Contributed by: Mike McCaffrey, Admiral (retired
Never forget this, a Chief can
become an Officer, but an Officer can never become a Chief.
Chiefs have their standards!
Recollections of a Whitehat.
"One thing we weren't aware of at the time, but became
evident as life wore on, was that we learned true leadership
from the finest examples any lad was ever given, Chief Petty
Officers. They were crusty old bastards who had done
it all and had been forged into men who had been time tested
over more years than a lot of us had time on the planet.
The ones I remember wore hydraulic oil stained hats with
scratched and dinged-up insignia, faded shirts, some with a
Bull Durham tag dangling out of their right-hand pocket or a
pipe and tobacco reloads in a worn leather pouch in their
hip pockets, and a Zippo that had been everywhere.
Some of them came with tattoos on their forearms that would
force them to keep their cuffs buttoned at a Methodist
Most of them were as tough as a boarding house steak.
A quality required to survive the life they lived.
They were, and always will be, a breed apart from all other
residents of Mother Earth. They took eighteen year old
idiots and hammered the stupid bastards into sailors.
You knew instinctively it had to be hell on earth to have
been born a Chief's kid. God should have given all
sons born to Chiefs a return option.
A Chief didn't have to command respect. He got it
because there was nothing else you could give them.
They were God's designated hitters on earth.
We had Chiefs with fully loaded Submarine Combat Patrol
Pins, and combat air crew wings in my day...hard-core
bastards who remembered lost mates, and still cursed the
cause of their loss...and they were expert at choosing
descriptive adjectives and nouns, none of which their
mothers would have endorsed.
At the rare times you saw a Chief topside in dress canvas,
you saw rows of hard-earned, worn and faded ribbons over his
pocket. "Hey Chief, what's that one and that one?"
"Oh hell kid, I can't remember. There was a war on.
They gave them to us to keep track of the campaigns."
"We didn't get a lot of news out where we were. To be
honest, we just took their word for it. Hell son, you
couldn't pronounce most of the names of the places we went.
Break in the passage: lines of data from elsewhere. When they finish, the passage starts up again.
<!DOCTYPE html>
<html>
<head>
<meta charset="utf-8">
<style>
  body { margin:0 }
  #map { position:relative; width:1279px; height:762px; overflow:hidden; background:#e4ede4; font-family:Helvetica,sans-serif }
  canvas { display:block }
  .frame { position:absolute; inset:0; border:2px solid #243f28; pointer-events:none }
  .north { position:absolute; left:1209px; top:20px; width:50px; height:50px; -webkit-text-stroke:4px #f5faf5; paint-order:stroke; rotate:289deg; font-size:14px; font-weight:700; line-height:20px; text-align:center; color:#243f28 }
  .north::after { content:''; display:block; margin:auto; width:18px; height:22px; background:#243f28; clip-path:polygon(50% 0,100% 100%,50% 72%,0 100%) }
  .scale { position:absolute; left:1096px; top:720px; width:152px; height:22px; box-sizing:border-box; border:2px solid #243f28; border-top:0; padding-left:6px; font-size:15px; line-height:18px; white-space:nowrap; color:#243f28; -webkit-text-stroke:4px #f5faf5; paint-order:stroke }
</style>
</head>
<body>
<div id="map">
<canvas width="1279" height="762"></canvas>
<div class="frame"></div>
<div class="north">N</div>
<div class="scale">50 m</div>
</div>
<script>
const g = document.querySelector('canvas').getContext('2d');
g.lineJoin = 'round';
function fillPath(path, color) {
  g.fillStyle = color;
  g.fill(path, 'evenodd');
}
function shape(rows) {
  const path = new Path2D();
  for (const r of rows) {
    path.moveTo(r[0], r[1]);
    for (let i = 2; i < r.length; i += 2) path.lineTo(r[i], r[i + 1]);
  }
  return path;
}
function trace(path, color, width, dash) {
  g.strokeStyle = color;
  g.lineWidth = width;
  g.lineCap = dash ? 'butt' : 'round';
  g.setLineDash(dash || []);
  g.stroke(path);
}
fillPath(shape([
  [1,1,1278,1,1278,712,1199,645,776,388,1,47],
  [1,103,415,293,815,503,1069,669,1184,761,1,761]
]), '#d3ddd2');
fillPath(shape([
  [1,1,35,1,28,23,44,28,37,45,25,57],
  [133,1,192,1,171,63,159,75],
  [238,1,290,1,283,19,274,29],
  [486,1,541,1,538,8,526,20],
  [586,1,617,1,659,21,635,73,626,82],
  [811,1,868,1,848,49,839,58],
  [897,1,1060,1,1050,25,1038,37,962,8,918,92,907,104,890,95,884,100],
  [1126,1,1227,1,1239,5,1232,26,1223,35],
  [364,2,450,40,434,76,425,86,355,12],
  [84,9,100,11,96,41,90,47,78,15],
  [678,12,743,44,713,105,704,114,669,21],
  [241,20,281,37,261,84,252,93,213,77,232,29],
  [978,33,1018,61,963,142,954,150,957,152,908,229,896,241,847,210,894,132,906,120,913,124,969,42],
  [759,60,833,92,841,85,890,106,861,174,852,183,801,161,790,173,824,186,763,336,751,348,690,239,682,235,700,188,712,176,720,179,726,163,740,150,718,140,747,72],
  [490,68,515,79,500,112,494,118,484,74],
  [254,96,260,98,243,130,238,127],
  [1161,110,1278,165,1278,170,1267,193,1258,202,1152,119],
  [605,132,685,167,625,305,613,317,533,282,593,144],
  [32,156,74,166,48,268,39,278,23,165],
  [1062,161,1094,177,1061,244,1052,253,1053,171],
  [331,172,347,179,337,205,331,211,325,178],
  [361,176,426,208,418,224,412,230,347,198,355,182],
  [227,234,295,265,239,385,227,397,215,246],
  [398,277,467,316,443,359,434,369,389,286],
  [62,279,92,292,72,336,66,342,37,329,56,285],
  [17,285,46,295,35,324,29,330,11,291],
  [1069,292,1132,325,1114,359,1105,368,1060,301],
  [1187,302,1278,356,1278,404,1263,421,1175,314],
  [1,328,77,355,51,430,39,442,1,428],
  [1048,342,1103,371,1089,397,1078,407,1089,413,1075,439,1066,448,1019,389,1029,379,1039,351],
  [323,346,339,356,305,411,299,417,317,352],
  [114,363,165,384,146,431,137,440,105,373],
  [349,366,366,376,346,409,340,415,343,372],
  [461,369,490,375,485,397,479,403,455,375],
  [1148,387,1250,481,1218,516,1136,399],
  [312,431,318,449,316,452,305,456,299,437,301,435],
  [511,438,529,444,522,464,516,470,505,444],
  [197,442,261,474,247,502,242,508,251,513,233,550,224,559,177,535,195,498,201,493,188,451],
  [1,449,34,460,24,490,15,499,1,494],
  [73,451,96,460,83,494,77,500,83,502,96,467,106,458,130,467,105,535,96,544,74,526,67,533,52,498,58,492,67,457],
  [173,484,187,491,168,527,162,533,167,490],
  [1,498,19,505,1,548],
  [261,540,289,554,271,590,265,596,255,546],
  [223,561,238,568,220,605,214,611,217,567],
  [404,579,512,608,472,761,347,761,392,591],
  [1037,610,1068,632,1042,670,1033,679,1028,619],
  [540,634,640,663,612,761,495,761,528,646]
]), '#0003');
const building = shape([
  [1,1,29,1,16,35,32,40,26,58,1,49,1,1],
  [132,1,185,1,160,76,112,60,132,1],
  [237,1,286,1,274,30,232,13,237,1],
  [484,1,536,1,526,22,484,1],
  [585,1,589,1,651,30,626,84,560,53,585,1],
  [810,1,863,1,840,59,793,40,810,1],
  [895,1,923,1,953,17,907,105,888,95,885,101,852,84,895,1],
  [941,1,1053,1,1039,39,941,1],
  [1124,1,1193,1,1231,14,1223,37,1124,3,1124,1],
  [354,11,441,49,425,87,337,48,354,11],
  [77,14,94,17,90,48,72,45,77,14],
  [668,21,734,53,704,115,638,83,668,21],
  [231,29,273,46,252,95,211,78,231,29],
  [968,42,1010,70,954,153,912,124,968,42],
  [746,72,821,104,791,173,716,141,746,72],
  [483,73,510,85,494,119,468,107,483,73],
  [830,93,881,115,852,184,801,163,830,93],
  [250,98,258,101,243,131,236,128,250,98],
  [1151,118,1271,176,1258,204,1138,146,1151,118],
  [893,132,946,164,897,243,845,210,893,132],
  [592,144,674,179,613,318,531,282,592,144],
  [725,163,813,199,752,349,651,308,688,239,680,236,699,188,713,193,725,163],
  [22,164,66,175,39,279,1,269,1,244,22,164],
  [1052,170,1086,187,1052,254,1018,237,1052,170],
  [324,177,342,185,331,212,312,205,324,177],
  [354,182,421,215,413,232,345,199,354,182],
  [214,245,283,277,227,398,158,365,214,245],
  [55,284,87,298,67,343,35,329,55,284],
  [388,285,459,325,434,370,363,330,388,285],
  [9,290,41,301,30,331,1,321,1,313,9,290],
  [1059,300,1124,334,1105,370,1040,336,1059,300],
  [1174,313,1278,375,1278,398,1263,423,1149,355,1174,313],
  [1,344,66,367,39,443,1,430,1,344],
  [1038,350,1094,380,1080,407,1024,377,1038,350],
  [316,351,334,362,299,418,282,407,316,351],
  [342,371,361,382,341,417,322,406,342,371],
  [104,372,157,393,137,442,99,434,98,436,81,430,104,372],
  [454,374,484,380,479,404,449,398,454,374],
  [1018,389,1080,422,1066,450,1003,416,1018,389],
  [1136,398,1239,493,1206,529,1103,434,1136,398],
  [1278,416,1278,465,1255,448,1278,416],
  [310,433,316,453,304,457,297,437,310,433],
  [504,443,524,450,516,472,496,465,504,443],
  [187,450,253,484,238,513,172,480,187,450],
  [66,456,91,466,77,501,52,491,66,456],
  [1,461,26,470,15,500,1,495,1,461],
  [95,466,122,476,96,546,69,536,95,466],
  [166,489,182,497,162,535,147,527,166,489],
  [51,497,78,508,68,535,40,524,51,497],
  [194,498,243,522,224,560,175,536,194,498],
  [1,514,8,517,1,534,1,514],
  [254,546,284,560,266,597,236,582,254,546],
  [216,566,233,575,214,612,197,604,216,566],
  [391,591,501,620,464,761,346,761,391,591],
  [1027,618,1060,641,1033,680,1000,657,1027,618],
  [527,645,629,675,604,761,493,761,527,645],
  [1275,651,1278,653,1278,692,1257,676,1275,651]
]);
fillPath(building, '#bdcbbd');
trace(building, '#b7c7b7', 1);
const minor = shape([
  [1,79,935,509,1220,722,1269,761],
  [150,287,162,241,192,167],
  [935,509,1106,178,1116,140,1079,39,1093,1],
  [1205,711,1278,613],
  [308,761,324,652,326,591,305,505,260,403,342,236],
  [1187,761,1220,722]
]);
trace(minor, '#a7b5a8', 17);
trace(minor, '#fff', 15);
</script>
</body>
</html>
They're all depth charge survival geedunk." "Listen
kid, ribbons don't make you a Sailor." We knew who the
heroes were, and in the final analysis that's all that
Many nights, we sat in the after mess deck wrapping
ourselves around cups of coffee and listening to their
stories. They were light-hearted stories about warm
beer shared with their running mates in corrugated metal
sheds at resupply depots where the only furniture was a few
packing crates and a couple of Coleman lamps. Standing
in line at a Honolulu cathouse or spending three hours
soaking in a tub in Freemantle, smoking cigars, and getting
loaded. It was our history. And we dreamed of
being just like them because they were our heroes.
When they accepted you as their shipmate, it was the highest
honor you would ever receive in your life. At least it
was clearly that for me. They were not men given to
the prerogatives of their position.
You would find them with their sleeves rolled up,
shoulder-to-shoulder with you in a stores loading party.
"Hey Chief, no need for you to be out here tossin' crates in
the rain, we can get all this crap aboard."
"Son, the term 'All hands' means all hands."
"Yeah Chief, but you're no damn kid anymore, you old coot."
"Horsefly, when I'm eighty-five parked in the stove up old
bastards' home, I'll still be able to kick your worthless
butt from here to fifty feet past the screw guards along
with six of your closest friends." And he probably
They trained us. Not only us, but hundreds more just like
us. If it wasn't for Chief Petty Officers, there wouldn't be
any U.S. Navy. There wasn't any fairy godmother who
lived in a hollow tree in the enchanted forest who could
wave her magic wand and create a Chief Petty Officer.
They were born as hot-sacking seamen, and matured like good
whiskey in steel hulls over many years. Nothing a
nineteen year-old jay-bird could cook up was original to
these old saltwater owls. They had seen E-3 jerks come
and go for so many years; they could read you like a book.
"Son, I know what you are thinking. Just one word of
advice. DON'T. It won't be worth it."
Chiefs aren't the kind of guys you thank. Monkeys at the zoo
don't spend a lot of time thanking the guy who makes them do
tricks for peanuts.
Appreciation of what they did, and who they were, comes with
long distance retrospect. No young lad takes time to
recognize the worth of his leadership. That comes
later when you have experienced poor leadership or let's
say, when you have the maturity to recognize what leaders
should be, you find that Chiefs are the standard by which
you measure all others.
They had no Academy rings to get scratched up. They
butchered the King's English. They had become educated at
the other end of an anchor chain from Copenhagen to
Singapore . They had given their entire lives to the
U.S. Navy. In the progression of the nobility of
employment, Chief Petty Officer heads the list. So,
when we ultimately get our final duty station assignments
and we get to wherever the big Chief of Naval Operations in
the sky assigns us, if we are lucky, Marines will be
guarding the streets. I don't know about that Marine
propaganda bullshit, but there will be an old Chief in an
oil-stained hat and a cigar stub clenched in his teeth
standing at the brow to assign us our bunks and tell us
where to stow our gear... and we will all be young again,
and the damn coffee will float a rock.
Life fixes it so that by the time a stupid kid grows old
enough and smart enough to recognize who he should have
thanked along the way, he no longer can. If I could, I
would thank my old Chiefs. If you only knew what you
succeeded in pounding in this thick skull, you would be
amazed. So, thanks you old casehardened unsalvageable
son-of-a-bitches. Save me a rack in the berthing
Life isn't about waiting for the storm to pass. It's
about learning to dance in the rain.